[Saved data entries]
- - -

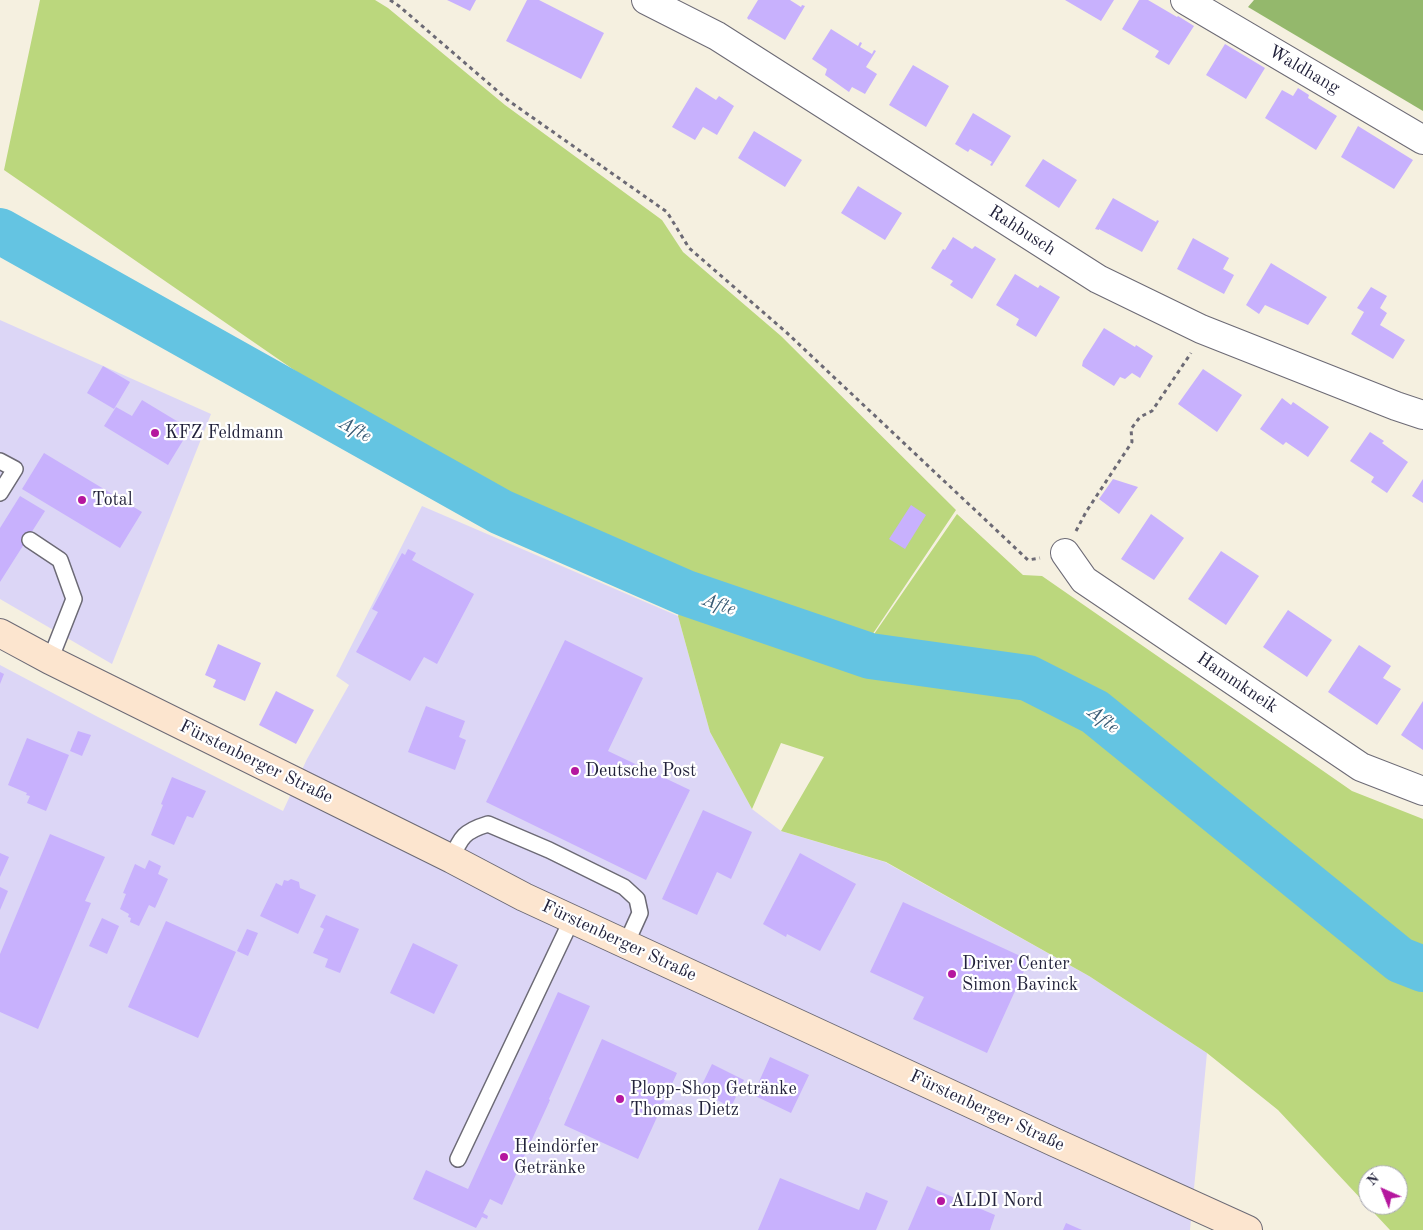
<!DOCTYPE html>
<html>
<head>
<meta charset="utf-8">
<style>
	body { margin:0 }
	#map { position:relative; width:1423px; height:1230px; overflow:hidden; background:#f5f0e0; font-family:"Old Standard TT",serif }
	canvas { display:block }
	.north { position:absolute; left:1358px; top:1165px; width:50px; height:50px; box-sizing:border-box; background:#fff; border:1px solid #a7a7b1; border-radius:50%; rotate:316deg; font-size:14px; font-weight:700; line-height:20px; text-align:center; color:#22223b }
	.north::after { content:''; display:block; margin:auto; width:18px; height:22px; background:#b5179e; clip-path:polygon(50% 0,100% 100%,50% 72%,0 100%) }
</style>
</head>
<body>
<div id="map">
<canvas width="1423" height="1230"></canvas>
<div class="north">N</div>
</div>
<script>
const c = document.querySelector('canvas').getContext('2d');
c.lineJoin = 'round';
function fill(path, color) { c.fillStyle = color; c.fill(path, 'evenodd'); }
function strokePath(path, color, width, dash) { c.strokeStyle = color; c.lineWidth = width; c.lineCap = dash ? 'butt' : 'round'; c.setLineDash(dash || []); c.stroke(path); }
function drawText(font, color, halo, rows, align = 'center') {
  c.font = font + ' "Old Standard TT",serif'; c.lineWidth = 4.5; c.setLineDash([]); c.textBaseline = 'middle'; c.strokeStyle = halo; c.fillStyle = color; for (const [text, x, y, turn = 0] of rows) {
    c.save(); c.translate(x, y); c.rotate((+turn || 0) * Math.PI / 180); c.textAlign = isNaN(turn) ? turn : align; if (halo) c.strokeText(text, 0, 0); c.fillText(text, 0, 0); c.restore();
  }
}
fill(new Path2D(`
	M0,320L211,414L112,664L0,599Z
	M422,506L678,616L710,732L752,809L781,831L885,862L1089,976L1207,1053L1190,1230H0V665L98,717L283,811L307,759L349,685L336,676Z`), '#dcd6f6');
fill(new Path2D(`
	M40,0H375L388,8L505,105L662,220L683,252L781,336L956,510L868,641L695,578L519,501L371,423L4,170Z
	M957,514L1023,575L1042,576L1352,791L1423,819V957L1405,950L1103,701L1029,661L870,640Z
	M685,600L867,665L1028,686L1105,726L1389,973L1423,987V1230H1390L1278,1110L1207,1053L1089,976L886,862L781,831L824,757L781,743L752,809L710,732L678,616ZM1368,1175H1398V1205H1368Z`), '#bbd77d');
fill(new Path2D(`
	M1254,0H1423V111L1248,7Z`), '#94b86c');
strokePath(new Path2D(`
	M0,231L501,512L686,593L870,656L1028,678L1095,712L1400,960L1423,969`), '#64c4e2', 46);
fill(new Path2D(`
	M447,0H476L470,11Z
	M527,0H539L604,33L581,79L506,41Z
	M758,0H790L801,7L802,5L805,6L785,40L750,19L749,20L747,18Z
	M1065,0H1114L1101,21Z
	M1139,0H1148L1177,17L1178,16L1194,26L1169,65L1155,57L1159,51L1122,29Z
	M831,29L858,46L860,42L862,43L860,47L872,54L874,50L876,51L866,67L877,74L865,94L852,87L849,92L825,75L827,69L812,59Z
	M1225,44L1265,68L1246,99L1206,75Z
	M913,65L949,86L926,127L889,105Z
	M696,87L716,100L719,96L734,106L717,135L703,127L695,140L672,127Z
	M1298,88L1309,95L1308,98L1337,116L1316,150L1265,118L1282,90L1293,96Z
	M973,113L1011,136L992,166L990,165L992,162L970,149L968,152L955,144Z
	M1358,126L1413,160L1394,189L1341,157Z
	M754,131L802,160L785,187L738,158Z
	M1043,159L1077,180L1059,208L1025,186Z
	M858,186L902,213L885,240L841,213Z
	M1113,198L1156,222L1157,220L1159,221L1142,252L1099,229V230L1095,229Z
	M953,237L972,249L975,246L996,259L972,299L950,285L953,281L931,268L943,249L945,250Z
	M1193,238L1229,258L1223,269L1234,275L1224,294L1177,269Z
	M1271,263L1327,297L1308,325L1265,305L1259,314L1246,305Z
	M1015,274L1038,288L1040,285L1060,297L1036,337L1016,325L1019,319L996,305Z
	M1371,287L1387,296L1380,308L1387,313L1380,325L1405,340L1393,359L1351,334L1364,312L1357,308Z
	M1104,328L1135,347L1136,345L1153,356L1140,378L1132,373L1125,379L1120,377L1114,386L1082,366L1083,361Z
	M103,366L130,382L114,409L87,393Z
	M1203,369L1242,395L1217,432L1178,404Z
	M1282,398L1291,405L1293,402L1329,427L1308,457L1286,442L1283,445L1260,429Z
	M142,400L190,429L168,465L104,426L116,407L132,416Z
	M1370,432L1384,441L1382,443L1408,462L1387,493L1371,482L1374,477L1350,461Z
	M44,453L142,512L120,548L22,489Z
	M1113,479L1138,487L1119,514L1099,499Z
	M1423,479V503L1412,496Z
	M20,496L45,511L0,582V528Z
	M911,505L926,515L905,549L889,539Z
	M1151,514L1184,538L1154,580L1121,559Z
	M408,549L416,553L412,560L474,594L437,664L424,657L410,681L356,652L378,612L372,609L402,553L405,555Z
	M1221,551L1259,576L1226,625L1188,599Z
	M1288,610L1332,640L1307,677L1263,647Z
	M565,640L643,678L608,751L690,790L646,880L486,802Z
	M218,644L261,663L245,701L213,687L216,680L205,675Z
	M1359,645L1391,666L1383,678L1401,689L1377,725L1328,692Z
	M0,672L4,674L0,684Z
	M276,691L314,710L296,744L259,725Z
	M1423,701V750L1401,735Z
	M426,706L465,721L459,737L466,740L455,770L408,752Z
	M78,731L91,735L82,756L70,751Z
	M27,738L69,755L46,811L27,803L30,796L26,795L27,793L8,785Z
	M172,777L206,791L193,818L187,816L174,845L151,835L163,805L161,804Z
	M703,810L752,832L731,879L717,872L697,915L662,899Z
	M50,834L105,857L85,901L91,903L38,1029L0,1012V954Z
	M0,853L9,857L0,877Z
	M800,853L856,884L820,951L787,934L786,937L763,924Z
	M149,860L161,866L158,874L168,879L155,908L149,905L139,926L130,922L131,918L128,917L129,914L120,909L126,894L123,893L135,864L145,869Z
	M291,879L299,882L300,888L316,895L298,934L260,916L276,883L282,886L284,880L288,881Z
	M0,887L8,891L0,910Z
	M903,902L1029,960L987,1053L913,1019L924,997L870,972Z
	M326,915L359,929L340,973L325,967L328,959L313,953L324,929L320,927Z
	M102,918L119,926L107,954L89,946Z
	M166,921L236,952L198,1038L128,1007Z
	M247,929L258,933L248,956L237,951Z
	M413,943L458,965L434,1014L390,993Z
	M558,992L590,1006L549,1099L550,1100L502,1205L490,1199L483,1213L488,1216L487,1219L482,1217L476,1228L413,1199L426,1170L468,1189Z
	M602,1039L677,1073L638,1159L564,1125Z
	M770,1057L809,1075L791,1113L753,1095Z
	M712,1064L744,1080L731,1107L699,1091Z
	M780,1178L859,1210L866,1192L888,1201L876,1230H758Z
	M927,1186L995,1215L990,1230H908Z
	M1066,1223L1082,1230H1063Z`), '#c8b1fd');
const lane = new Path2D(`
	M0,461L15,469L0,493
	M30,540L60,560L74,599L50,660
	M452,859C460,837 465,831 488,824L549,850L624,887L637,899L640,913L626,944
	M458,1159L572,919`);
const street = new Path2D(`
	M646,0L717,36L1098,279L1201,329L1396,406L1423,415
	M1185,0L1423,140
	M1065,553L1084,580L1361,767L1423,791`);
const secondary = new Path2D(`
	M0,633L50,660L452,859L524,897L1054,1142L1248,1230`);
strokePath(lane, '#6c6a75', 18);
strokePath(street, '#6c6a75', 30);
strokePath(secondary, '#6c6a75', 30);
strokePath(new Path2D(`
	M390,0L399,6L509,101L667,212L689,248L786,332L1028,560L1040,558
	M1076,531L1086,512L1132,442L1131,429L1140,417L1152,411L1191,353`), '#6c6a75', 3, [4, 4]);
strokePath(lane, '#fff', 15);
strokePath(street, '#fff', 28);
strokePath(secondary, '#fce5cf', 28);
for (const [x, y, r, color] of [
	[155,433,5,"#b5179e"],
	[82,500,5,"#b5179e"],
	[575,771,5,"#b5179e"],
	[952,974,5,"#b5179e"],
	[620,1099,5,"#b5179e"],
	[504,1157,5,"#b5179e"],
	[941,1201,5,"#b5179e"]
]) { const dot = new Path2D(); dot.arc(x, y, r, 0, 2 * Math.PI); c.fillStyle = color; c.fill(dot); strokePath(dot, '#fff', 2); }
drawText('18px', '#22223b', '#fff', [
	["Waldhang",1304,70,30],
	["Rahbusch",1022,231,33],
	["Hammkneik",1237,683,34],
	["Fürstenberger Straße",256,762,26],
	["Fürstenberger Straße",619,941,25],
	["Fürstenberger Straße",987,1111,25]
]);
drawText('18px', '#22223b', '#fff', [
	["KFZ Feldmann",165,433],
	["Total",92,500],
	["Deutsche Post",585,771],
	["Driver Center",962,964],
	["Simon Bavinck",962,985],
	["Plopp-Shop Getränke",630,1089],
	["Thomas Dietz",630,1110],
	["Heindörfer",514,1147],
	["Getränke",514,1168],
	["ALDI Nord",951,1201]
], 'left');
drawText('italic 19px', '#395b75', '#fff', [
	["Afte",355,430,29],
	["Afte",719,605,19],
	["Afte",1103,720,36]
]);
</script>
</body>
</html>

- - -

*Task details:*
Find "halo" in the data above. Report each line where it appears.

*Result for this exercise:*
function drawText(font, color, halo, rows, align = 'center') {
  c.font = font + ' "Old Standard TT",serif'; c.lineWidth = 4.5; c.setLineDash([]); c.textBaseline = 'middle'; c.strokeStyle = halo; c.fillStyle = color; for (const [text, x, y, turn = 0] of rows) {
    c.save(); c.translate(x, y); c.rotate((+turn || 0) * Math.PI / 180); c.textAlign = isNaN(turn) ? turn : align; if (halo) c.strokeText(text, 0, 0); c.fillText(text, 0, 0); c.restore();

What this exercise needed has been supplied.